Restate word for word all of the lines below, with each image left out.

Collected data entries:
+===+

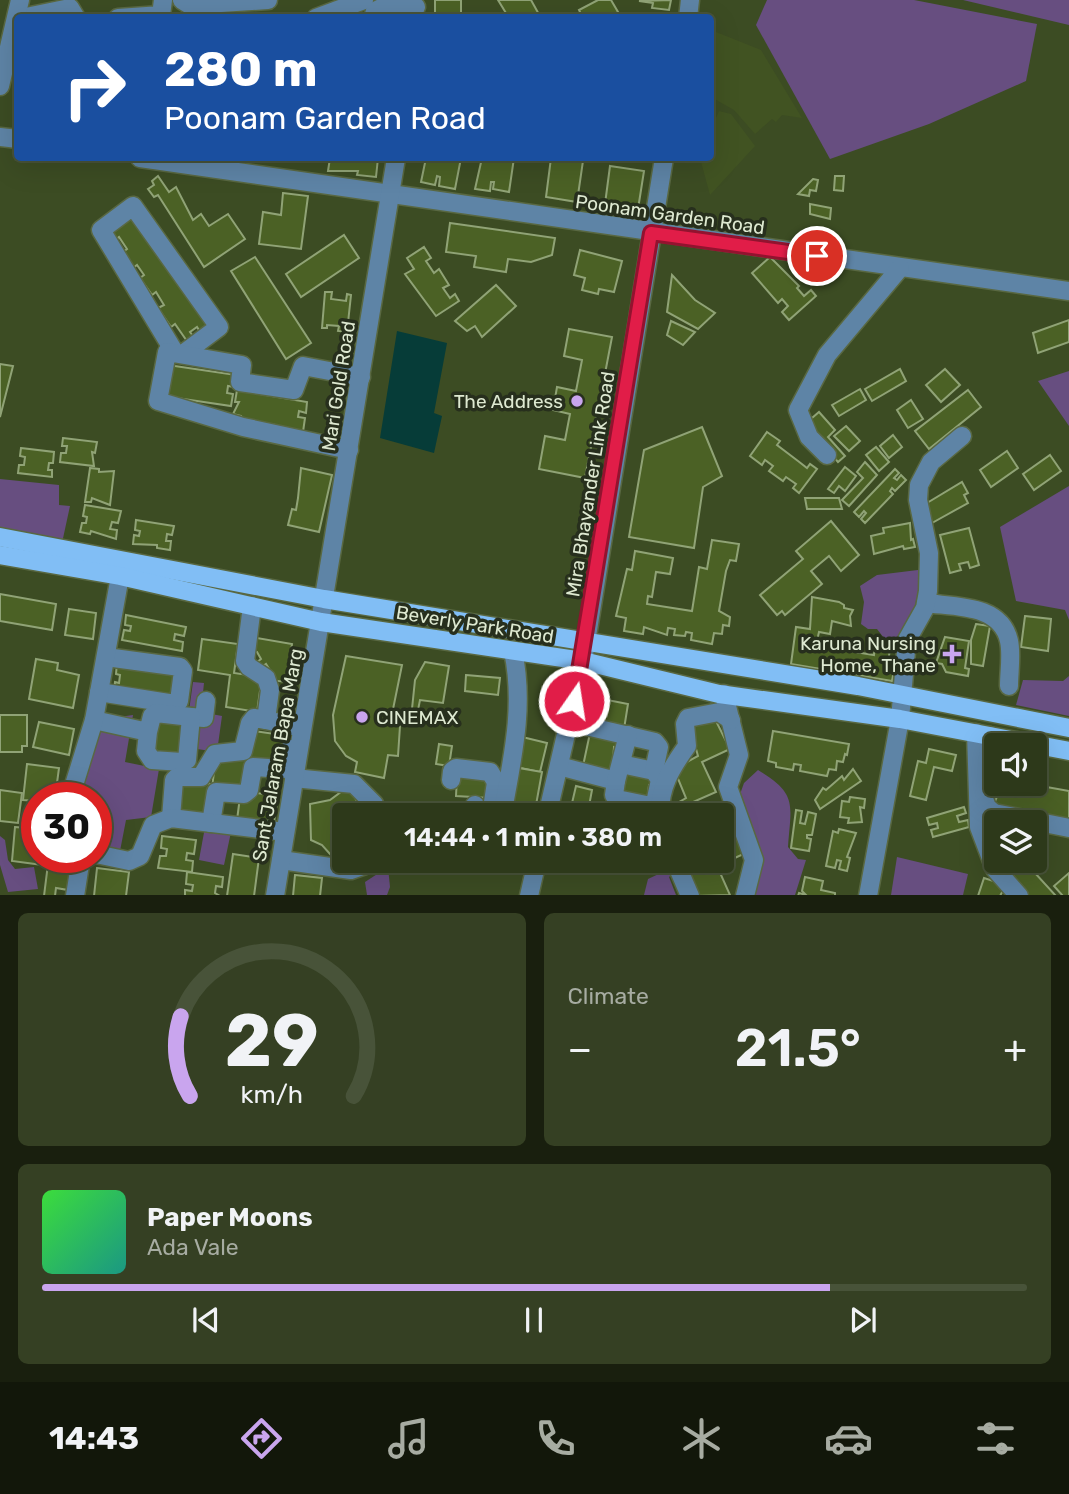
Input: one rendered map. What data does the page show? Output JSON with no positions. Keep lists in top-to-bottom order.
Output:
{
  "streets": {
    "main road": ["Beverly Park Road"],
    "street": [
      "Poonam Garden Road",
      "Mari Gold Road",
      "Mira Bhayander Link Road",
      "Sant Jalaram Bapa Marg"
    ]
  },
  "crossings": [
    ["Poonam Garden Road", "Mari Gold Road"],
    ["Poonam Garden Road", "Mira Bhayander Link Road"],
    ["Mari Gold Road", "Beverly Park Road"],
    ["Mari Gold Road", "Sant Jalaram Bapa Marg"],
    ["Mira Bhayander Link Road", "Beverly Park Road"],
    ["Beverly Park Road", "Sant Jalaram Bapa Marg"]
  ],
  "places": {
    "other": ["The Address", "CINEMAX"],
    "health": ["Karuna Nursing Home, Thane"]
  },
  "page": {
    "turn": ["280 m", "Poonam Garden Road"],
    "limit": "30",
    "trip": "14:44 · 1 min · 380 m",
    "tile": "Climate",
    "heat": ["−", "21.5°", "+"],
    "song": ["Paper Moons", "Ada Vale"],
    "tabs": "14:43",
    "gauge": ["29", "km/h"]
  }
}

+===+

COMPLETED EXERCISE:
Input: one rendered map. What data does the page show? Output JSON with no positions. Keep lists in top-to-bottom order.
Output:
{
  "streets": {
    "main road": ["Beverly Park Road"],
    "street": [
      "Poonam Garden Road",
      "Mari Gold Road",
      "Mira Bhayander Link Road",
      "Sant Jalaram Bapa Marg"
    ]
  },
  "crossings": [
    ["Poonam Garden Road", "Mari Gold Road"],
    ["Poonam Garden Road", "Mira Bhayander Link Road"],
    ["Mari Gold Road", "Beverly Park Road"],
    ["Mari Gold Road", "Sant Jalaram Bapa Marg"],
    ["Mira Bhayander Link Road", "Beverly Park Road"],
    ["Beverly Park Road", "Sant Jalaram Bapa Marg"]
  ],
  "places": {
    "other": ["The Address", "CINEMAX"],
    "health": ["Karuna Nursing Home, Thane"]
  },
  "page": {
    "turn": ["280 m", "Poonam Garden Road"],
    "limit": "30",
    "trip": "14:44 · 1 min · 380 m",
    "tile": "Climate",
    "heat": ["−", "21.5°", "+"],
    "song": ["Paper Moons", "Ada Vale"],
    "tabs": "14:43",
    "gauge": ["29", "km/h"]
  }
}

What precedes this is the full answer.